■ Work required: Copy each line of the records below that mentions the word "Centaurus".

■ Available data:
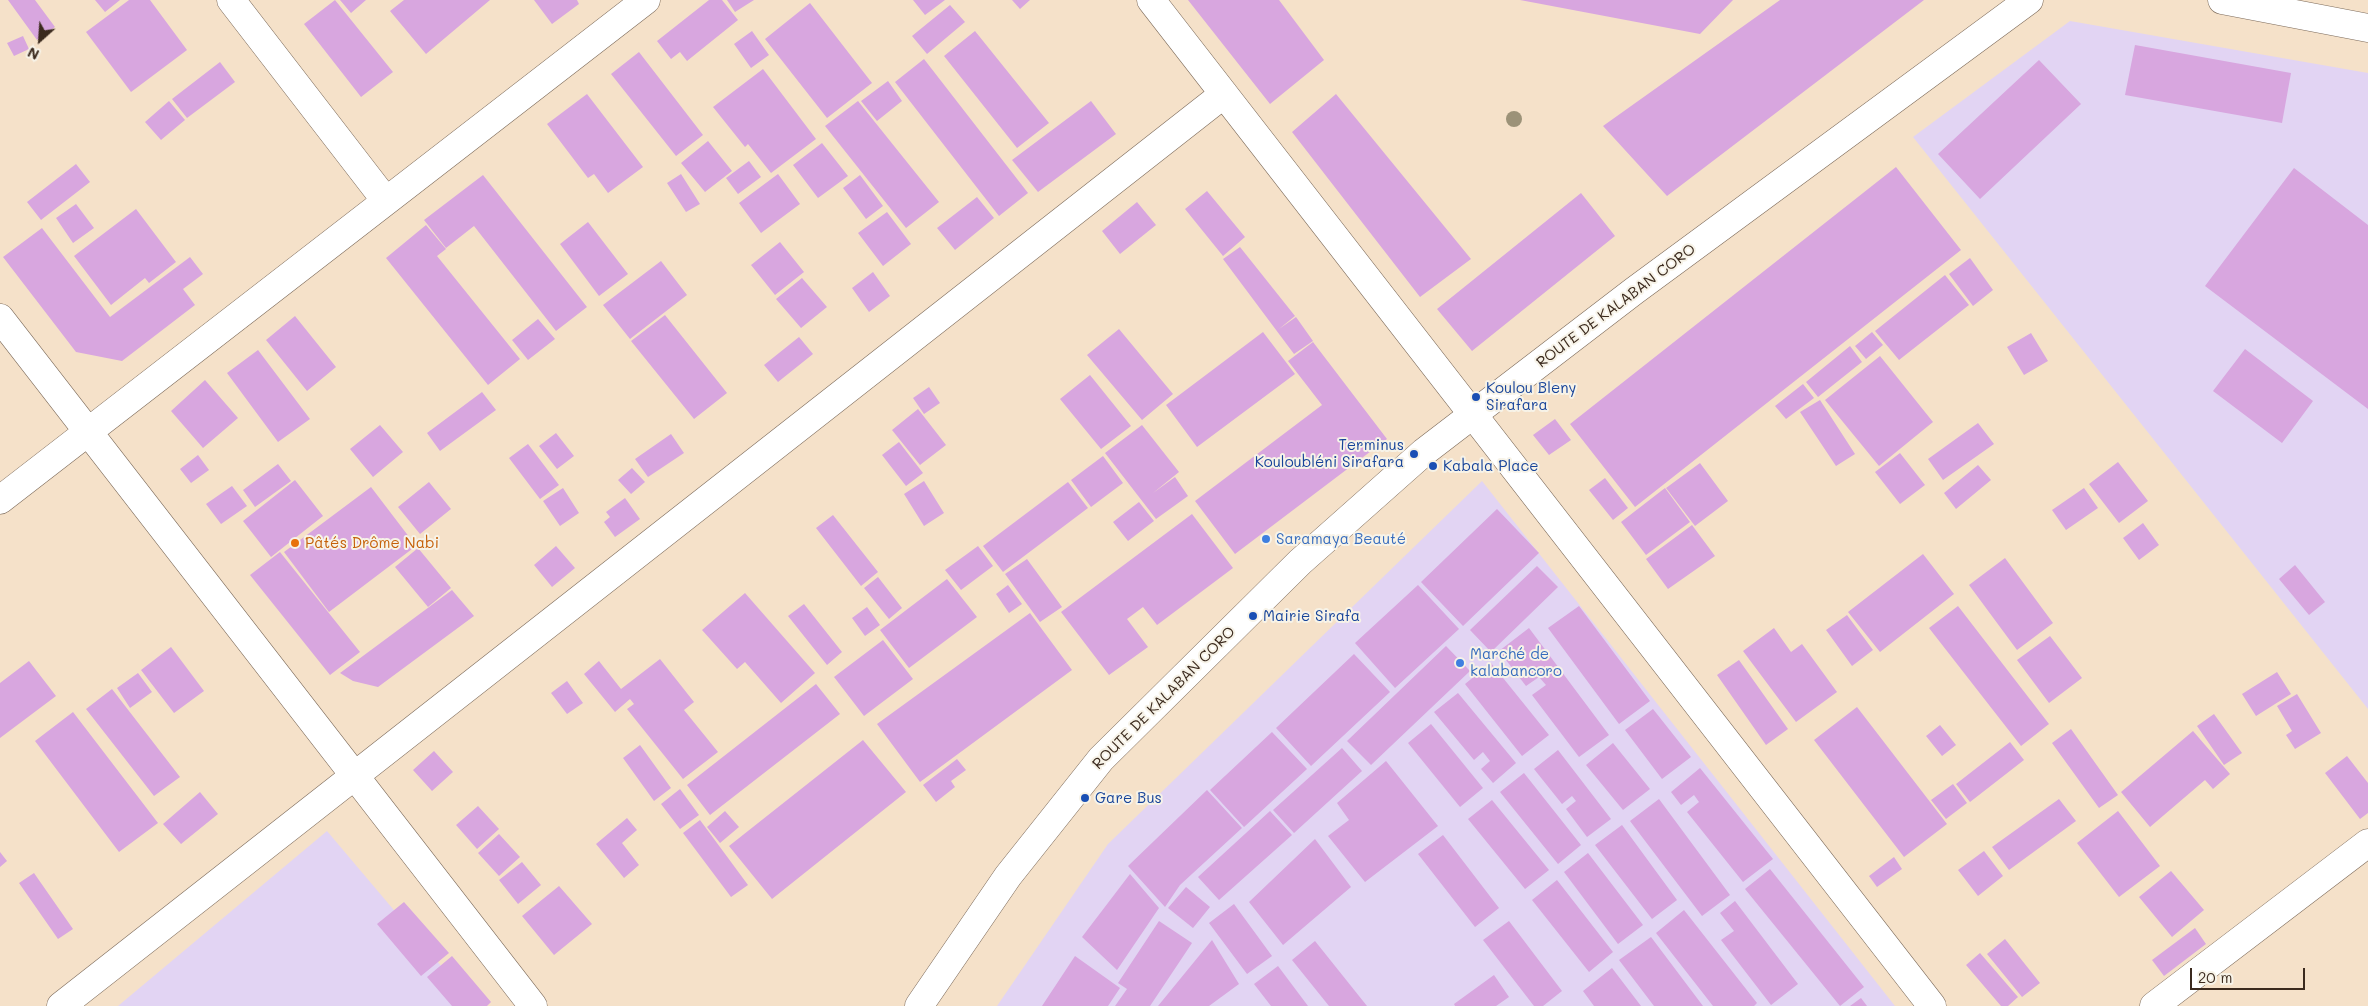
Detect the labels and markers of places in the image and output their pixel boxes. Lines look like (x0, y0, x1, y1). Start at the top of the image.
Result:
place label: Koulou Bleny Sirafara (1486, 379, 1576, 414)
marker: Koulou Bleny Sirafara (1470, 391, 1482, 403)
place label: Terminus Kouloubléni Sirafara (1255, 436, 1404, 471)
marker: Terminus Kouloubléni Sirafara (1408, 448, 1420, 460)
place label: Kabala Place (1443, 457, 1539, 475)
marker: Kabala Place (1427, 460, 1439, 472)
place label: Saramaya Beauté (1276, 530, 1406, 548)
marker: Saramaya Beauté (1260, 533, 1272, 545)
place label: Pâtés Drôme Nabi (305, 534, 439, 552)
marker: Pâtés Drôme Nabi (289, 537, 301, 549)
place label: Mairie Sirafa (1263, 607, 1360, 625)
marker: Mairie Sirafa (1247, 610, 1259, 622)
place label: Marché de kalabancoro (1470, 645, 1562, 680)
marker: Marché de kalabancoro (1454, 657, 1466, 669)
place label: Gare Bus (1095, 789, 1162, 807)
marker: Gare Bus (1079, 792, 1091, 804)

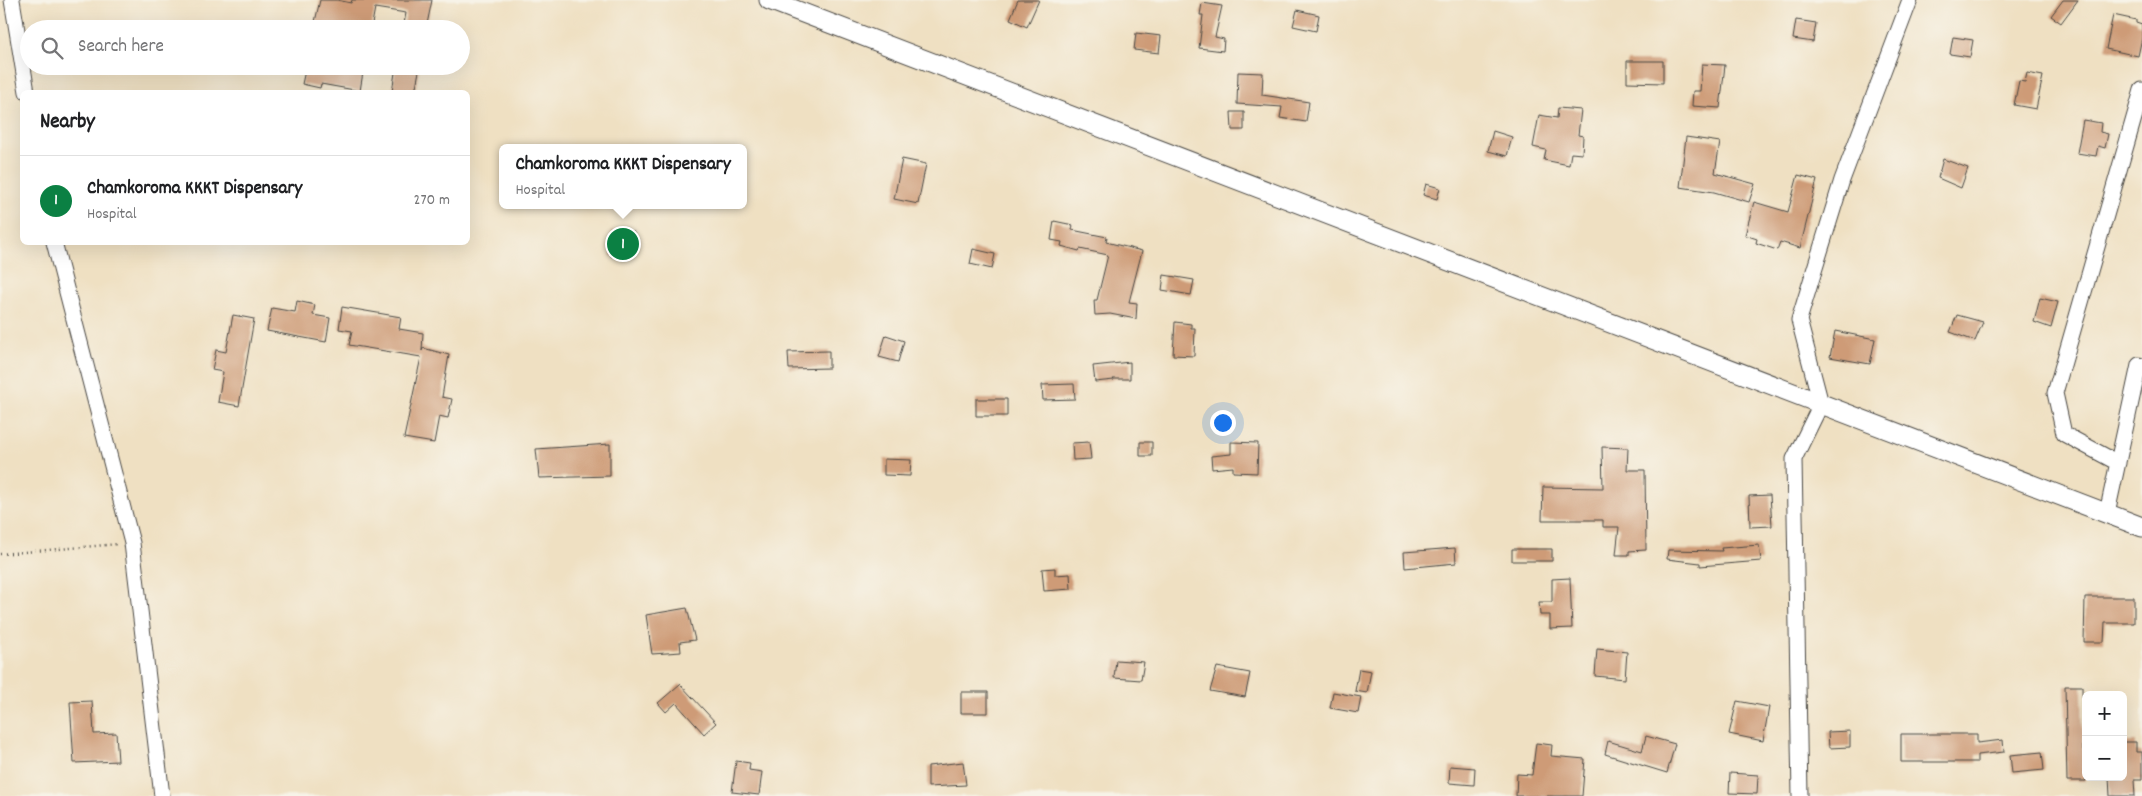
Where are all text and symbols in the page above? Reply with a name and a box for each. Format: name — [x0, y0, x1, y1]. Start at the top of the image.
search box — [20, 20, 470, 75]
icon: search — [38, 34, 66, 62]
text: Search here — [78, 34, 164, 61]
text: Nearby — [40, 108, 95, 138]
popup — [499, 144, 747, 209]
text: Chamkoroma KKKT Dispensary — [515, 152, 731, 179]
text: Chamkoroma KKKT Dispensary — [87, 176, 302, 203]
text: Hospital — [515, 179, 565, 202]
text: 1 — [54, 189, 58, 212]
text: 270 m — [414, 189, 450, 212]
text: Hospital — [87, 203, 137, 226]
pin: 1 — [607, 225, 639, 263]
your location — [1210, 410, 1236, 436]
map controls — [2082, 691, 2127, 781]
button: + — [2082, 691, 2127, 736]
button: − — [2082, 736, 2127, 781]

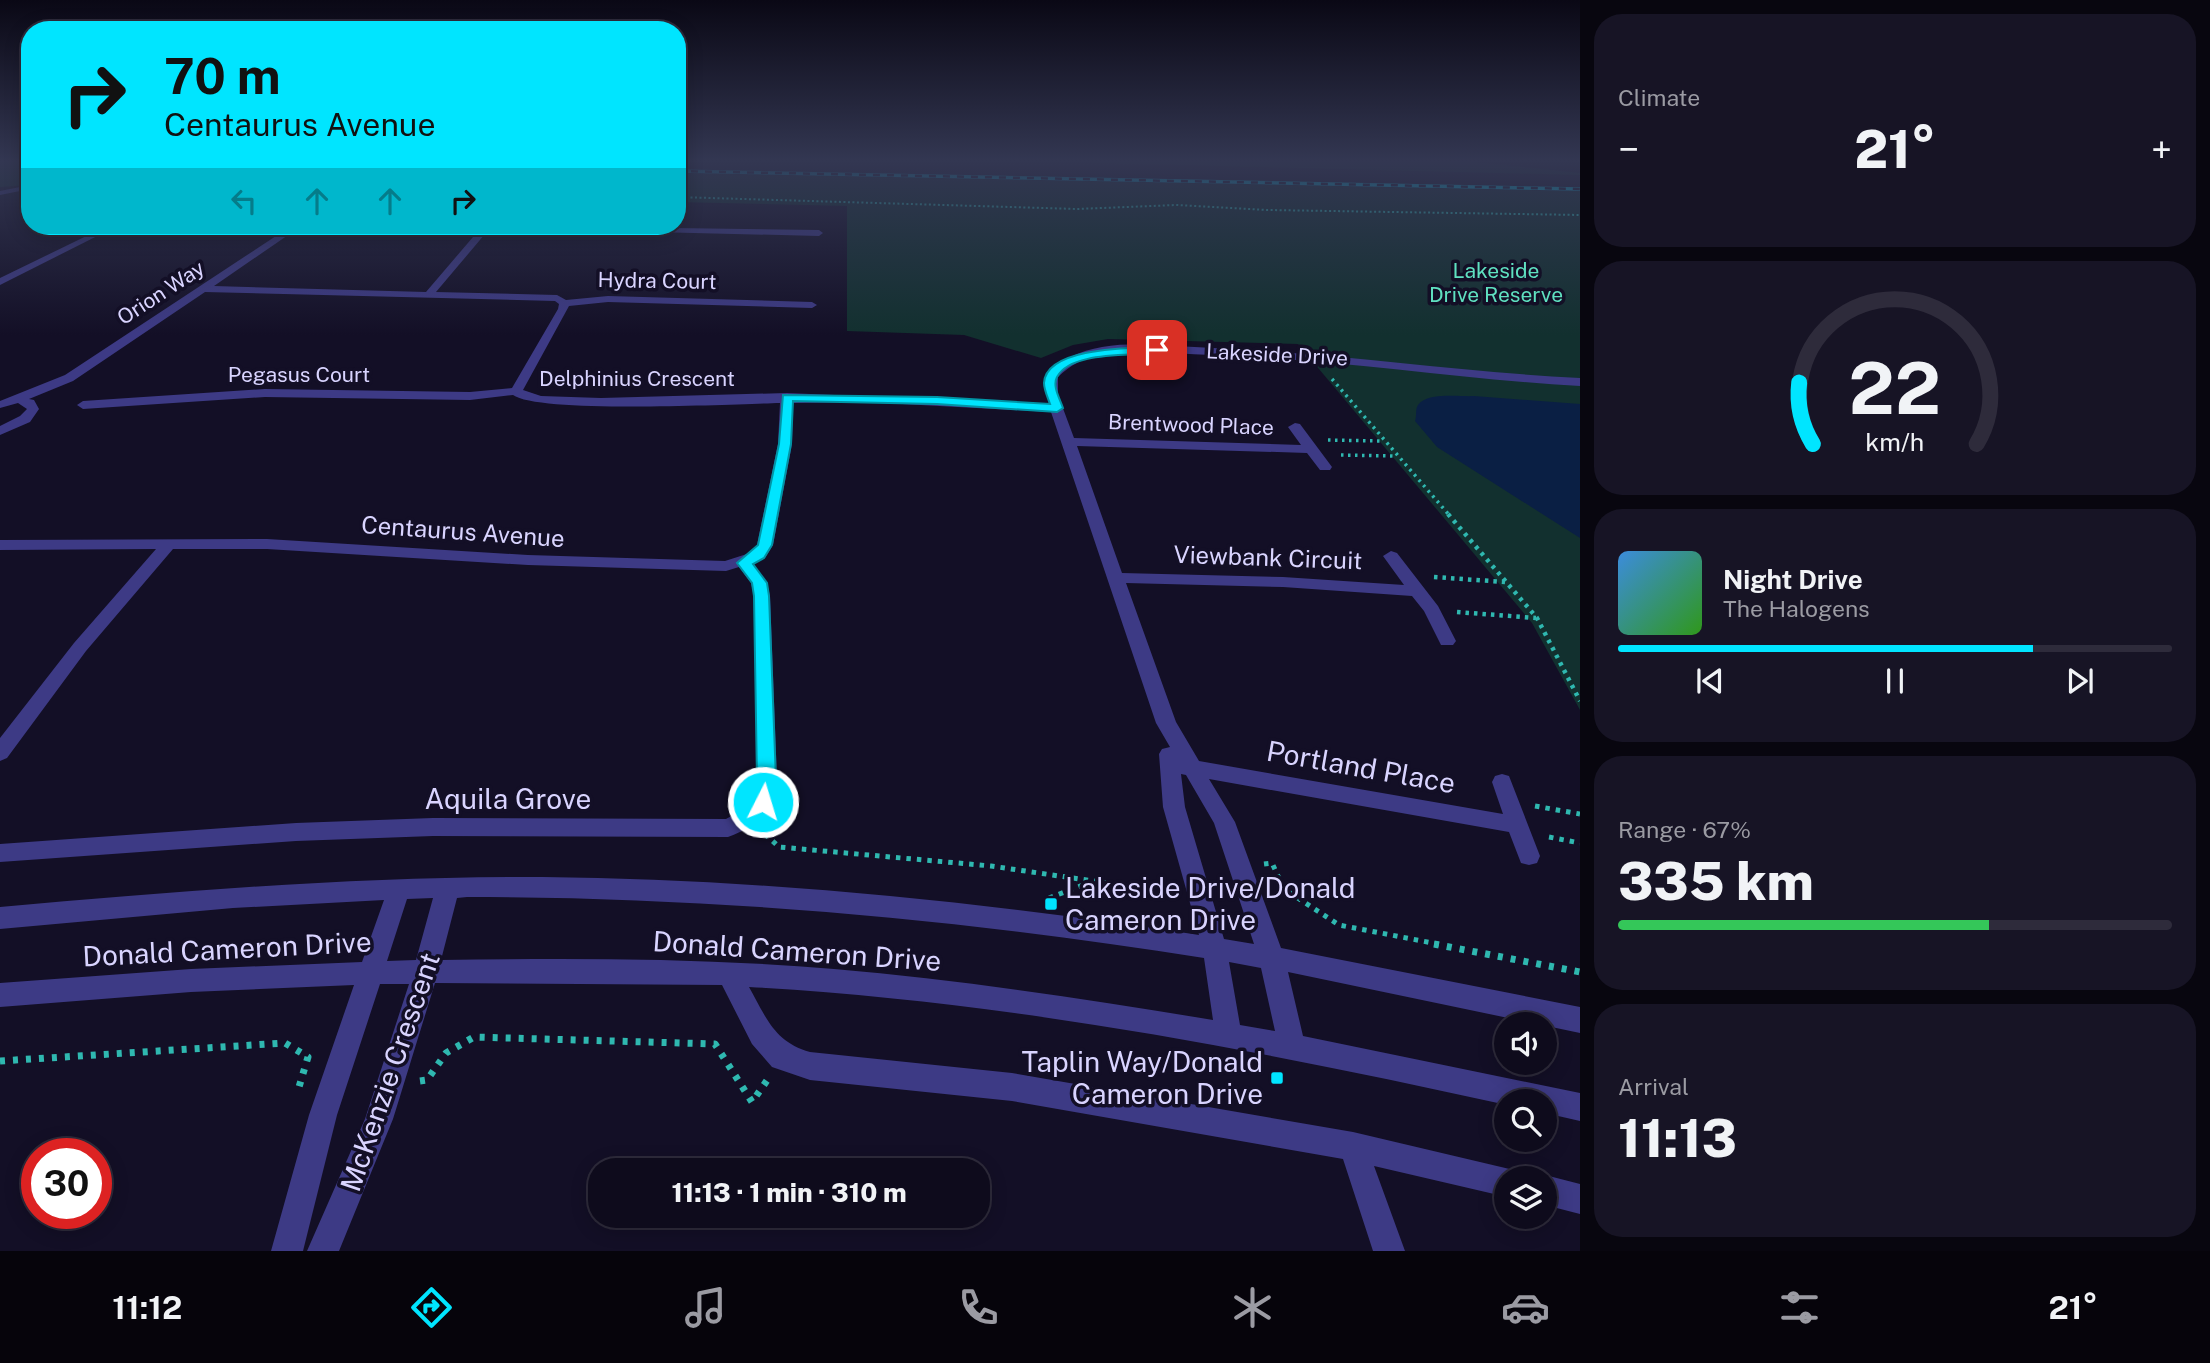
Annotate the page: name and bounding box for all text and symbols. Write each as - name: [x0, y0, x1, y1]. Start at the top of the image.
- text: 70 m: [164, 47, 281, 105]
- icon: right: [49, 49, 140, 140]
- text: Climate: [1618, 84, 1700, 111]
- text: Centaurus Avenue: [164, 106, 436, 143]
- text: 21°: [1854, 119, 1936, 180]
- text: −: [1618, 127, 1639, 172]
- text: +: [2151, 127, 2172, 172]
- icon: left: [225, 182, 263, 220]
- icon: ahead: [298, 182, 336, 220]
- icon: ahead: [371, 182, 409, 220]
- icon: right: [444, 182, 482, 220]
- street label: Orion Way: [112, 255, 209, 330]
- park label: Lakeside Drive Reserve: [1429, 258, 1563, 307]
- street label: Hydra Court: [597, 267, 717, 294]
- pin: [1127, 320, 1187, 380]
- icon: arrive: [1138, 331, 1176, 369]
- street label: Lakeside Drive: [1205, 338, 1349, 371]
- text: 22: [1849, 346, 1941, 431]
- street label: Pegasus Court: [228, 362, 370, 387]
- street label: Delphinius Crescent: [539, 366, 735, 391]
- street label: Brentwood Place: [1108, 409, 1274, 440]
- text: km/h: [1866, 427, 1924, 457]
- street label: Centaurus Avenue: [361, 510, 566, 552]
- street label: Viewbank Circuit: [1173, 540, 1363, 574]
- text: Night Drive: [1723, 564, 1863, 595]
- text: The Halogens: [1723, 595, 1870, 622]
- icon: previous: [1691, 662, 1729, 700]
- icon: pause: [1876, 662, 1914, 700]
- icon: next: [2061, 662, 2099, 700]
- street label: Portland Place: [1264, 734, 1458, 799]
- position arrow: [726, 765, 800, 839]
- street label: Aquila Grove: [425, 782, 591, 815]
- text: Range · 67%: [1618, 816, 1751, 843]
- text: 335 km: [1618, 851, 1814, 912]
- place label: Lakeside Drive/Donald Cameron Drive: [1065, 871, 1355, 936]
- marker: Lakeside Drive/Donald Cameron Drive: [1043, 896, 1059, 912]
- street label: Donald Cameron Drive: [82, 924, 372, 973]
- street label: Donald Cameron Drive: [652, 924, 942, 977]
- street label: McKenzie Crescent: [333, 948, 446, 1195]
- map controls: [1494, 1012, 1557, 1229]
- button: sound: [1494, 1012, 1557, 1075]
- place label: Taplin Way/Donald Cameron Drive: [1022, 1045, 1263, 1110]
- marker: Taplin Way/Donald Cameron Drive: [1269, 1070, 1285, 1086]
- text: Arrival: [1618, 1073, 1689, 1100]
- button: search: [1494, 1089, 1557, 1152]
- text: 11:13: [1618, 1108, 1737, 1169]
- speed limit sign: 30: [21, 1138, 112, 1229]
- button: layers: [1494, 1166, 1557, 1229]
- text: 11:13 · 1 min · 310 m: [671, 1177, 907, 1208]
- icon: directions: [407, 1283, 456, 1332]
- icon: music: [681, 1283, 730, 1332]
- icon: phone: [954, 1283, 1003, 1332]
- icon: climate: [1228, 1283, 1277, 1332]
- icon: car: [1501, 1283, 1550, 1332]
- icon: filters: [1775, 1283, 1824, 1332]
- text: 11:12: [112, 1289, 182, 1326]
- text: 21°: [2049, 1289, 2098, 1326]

■ Task solution:
- text: Centaurus Avenue: [164, 106, 436, 143]
- street label: Centaurus Avenue: [361, 510, 566, 552]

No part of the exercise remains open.